WORK REQUEST
Scan the listing below for the word "service" and copy every line that has it.

*** DATA FOR THIS EXERCISE

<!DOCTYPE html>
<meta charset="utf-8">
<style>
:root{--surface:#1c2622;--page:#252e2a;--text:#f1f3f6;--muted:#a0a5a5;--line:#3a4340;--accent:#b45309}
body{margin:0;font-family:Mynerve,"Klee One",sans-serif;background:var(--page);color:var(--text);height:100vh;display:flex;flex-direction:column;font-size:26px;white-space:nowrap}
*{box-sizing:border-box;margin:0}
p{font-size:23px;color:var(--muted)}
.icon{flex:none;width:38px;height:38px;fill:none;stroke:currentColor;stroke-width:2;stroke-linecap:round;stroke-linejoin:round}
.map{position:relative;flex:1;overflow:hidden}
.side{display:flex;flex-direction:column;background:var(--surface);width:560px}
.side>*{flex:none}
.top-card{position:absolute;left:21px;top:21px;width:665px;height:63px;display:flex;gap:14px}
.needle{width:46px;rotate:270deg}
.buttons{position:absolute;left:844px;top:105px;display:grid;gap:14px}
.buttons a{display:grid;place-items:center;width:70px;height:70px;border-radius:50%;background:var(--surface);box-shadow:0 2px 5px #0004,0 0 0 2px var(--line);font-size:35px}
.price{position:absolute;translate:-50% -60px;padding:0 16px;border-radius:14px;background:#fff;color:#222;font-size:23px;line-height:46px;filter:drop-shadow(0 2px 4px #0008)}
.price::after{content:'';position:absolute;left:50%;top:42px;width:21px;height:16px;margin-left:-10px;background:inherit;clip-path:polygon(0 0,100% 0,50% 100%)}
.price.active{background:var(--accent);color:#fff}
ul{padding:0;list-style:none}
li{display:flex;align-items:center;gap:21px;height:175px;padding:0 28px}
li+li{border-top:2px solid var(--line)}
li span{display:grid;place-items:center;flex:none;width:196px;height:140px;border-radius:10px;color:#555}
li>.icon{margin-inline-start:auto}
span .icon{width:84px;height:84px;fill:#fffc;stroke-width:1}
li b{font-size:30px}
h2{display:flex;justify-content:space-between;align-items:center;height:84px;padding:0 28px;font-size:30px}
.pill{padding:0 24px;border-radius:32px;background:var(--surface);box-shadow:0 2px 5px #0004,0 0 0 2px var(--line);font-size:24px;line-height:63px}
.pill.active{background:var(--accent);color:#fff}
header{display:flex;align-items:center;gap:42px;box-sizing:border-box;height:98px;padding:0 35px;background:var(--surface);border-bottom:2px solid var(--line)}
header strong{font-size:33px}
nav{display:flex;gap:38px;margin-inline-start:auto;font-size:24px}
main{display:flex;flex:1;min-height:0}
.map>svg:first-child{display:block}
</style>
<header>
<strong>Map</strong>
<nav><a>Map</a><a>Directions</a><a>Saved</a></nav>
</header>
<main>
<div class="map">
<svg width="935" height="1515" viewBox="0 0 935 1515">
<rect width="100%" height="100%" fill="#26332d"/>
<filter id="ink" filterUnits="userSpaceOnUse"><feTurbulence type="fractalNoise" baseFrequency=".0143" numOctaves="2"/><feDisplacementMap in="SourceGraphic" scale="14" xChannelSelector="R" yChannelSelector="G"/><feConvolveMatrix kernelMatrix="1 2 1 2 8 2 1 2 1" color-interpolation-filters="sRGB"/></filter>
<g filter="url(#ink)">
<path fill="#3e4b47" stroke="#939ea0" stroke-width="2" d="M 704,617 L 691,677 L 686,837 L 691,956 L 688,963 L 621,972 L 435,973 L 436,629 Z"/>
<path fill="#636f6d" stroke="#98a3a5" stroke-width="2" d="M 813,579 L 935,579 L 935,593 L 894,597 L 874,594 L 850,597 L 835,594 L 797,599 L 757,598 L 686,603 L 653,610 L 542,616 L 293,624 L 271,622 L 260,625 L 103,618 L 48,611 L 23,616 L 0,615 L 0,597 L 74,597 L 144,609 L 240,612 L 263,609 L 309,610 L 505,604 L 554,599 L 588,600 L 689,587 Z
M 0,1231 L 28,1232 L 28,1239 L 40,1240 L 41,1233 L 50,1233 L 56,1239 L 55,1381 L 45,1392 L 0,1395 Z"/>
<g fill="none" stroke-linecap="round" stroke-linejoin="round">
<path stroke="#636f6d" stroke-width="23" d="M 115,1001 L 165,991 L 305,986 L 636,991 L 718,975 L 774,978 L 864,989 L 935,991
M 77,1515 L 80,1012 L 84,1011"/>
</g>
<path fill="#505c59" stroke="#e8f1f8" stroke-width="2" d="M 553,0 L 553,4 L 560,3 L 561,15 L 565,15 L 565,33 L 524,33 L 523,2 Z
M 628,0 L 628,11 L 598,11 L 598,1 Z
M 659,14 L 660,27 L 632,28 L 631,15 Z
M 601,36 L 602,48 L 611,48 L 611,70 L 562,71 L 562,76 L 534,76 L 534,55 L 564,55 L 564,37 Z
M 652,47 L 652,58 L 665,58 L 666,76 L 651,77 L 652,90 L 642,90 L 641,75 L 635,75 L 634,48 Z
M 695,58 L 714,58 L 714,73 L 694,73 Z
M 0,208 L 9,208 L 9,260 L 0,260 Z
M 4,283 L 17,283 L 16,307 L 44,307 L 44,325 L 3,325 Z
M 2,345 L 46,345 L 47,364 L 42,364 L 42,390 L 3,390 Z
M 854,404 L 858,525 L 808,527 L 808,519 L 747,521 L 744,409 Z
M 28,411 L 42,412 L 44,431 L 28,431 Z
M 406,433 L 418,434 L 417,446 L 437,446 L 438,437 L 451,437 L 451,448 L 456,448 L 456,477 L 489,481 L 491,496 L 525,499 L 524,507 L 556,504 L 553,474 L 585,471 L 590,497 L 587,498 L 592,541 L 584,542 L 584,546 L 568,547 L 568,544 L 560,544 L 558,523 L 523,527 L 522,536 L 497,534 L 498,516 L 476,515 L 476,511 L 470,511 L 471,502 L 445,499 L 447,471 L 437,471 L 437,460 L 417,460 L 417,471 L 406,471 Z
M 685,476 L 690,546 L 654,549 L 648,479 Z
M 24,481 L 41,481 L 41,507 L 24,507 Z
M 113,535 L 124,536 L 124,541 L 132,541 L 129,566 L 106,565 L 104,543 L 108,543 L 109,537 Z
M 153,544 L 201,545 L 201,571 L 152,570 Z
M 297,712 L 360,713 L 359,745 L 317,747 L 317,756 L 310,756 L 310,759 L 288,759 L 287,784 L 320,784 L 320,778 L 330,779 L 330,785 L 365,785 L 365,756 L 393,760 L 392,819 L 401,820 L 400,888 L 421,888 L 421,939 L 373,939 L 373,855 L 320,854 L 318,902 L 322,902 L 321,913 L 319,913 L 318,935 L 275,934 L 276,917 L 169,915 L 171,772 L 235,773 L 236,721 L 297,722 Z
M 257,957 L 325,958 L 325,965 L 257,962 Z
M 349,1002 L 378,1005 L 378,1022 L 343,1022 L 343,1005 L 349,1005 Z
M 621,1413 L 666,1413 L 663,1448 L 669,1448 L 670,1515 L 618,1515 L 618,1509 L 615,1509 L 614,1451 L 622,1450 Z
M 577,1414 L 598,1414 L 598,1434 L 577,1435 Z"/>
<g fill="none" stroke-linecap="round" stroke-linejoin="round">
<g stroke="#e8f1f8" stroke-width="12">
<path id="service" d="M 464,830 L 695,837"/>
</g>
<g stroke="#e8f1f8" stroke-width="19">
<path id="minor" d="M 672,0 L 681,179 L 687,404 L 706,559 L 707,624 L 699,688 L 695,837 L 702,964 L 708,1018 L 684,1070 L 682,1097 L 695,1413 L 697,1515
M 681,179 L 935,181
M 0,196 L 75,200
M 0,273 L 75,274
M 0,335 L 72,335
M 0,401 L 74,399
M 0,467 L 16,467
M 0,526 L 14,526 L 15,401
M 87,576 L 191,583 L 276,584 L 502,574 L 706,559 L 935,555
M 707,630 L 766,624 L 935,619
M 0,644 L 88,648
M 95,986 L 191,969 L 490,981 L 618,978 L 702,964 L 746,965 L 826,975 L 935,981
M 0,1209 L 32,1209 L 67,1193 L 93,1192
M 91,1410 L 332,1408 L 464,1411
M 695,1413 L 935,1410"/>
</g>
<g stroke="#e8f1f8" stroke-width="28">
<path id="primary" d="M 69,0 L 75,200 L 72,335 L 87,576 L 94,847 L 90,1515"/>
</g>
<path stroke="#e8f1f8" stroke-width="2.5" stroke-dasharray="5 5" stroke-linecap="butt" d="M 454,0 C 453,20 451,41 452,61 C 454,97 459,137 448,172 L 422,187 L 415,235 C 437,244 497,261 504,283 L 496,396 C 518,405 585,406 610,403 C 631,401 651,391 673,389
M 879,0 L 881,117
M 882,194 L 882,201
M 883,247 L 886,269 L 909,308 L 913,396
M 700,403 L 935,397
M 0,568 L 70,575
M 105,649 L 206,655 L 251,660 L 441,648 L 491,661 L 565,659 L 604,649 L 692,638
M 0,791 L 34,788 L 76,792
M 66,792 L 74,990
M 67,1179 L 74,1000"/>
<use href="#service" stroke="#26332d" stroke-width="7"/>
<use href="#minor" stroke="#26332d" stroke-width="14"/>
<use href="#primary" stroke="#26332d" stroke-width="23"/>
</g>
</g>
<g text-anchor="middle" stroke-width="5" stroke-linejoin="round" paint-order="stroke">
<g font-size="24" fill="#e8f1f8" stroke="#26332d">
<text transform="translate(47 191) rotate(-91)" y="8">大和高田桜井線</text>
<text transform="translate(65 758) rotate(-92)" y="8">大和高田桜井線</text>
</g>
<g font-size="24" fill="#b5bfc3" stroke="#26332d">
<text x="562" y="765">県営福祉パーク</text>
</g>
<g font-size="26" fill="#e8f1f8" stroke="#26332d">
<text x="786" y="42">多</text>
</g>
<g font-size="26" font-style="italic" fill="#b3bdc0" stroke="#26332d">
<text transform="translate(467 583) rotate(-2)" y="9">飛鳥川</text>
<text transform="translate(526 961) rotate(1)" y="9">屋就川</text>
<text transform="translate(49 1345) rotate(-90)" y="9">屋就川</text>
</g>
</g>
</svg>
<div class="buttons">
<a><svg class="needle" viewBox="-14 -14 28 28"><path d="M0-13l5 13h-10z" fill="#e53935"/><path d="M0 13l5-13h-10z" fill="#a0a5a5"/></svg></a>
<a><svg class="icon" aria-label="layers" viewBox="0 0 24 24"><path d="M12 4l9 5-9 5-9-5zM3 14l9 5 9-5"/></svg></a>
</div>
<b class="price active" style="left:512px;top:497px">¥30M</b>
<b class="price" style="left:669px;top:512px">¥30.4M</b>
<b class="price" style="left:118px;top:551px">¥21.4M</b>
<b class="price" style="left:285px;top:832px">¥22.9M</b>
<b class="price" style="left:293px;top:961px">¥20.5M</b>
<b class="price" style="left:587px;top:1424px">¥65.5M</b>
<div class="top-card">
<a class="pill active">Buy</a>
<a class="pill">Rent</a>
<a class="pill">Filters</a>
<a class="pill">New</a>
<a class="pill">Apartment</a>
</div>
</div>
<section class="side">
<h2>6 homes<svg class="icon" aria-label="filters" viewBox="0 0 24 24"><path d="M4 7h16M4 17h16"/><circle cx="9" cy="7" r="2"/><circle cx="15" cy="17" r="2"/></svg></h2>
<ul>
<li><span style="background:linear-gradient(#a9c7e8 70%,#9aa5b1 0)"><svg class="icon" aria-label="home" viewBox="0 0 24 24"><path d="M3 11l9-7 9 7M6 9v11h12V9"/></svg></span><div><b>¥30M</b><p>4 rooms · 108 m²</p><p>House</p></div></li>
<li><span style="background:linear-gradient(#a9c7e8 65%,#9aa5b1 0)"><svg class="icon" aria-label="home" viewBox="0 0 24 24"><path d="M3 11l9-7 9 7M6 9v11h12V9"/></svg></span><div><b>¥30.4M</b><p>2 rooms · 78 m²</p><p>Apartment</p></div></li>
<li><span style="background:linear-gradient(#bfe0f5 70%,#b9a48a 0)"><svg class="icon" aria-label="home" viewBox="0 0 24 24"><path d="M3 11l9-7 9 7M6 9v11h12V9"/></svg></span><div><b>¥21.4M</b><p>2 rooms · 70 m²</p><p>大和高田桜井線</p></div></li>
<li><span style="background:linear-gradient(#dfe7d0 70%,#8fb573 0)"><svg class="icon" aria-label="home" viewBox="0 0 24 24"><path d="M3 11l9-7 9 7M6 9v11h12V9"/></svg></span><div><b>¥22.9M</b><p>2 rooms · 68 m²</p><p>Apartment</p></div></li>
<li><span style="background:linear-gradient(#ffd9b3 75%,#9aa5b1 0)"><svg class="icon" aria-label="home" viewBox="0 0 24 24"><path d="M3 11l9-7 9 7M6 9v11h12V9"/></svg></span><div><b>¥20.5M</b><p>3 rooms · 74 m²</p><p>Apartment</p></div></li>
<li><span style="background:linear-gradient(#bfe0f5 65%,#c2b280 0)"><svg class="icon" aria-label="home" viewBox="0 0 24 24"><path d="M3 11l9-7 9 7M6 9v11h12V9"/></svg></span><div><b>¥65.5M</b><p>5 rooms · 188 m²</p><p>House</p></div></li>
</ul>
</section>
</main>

******

SOLUTION FOR THIS TASK
<path id="service" d="M 464,830 L 695,837"/>
<use href="#service" stroke="#26332d" stroke-width="7"/>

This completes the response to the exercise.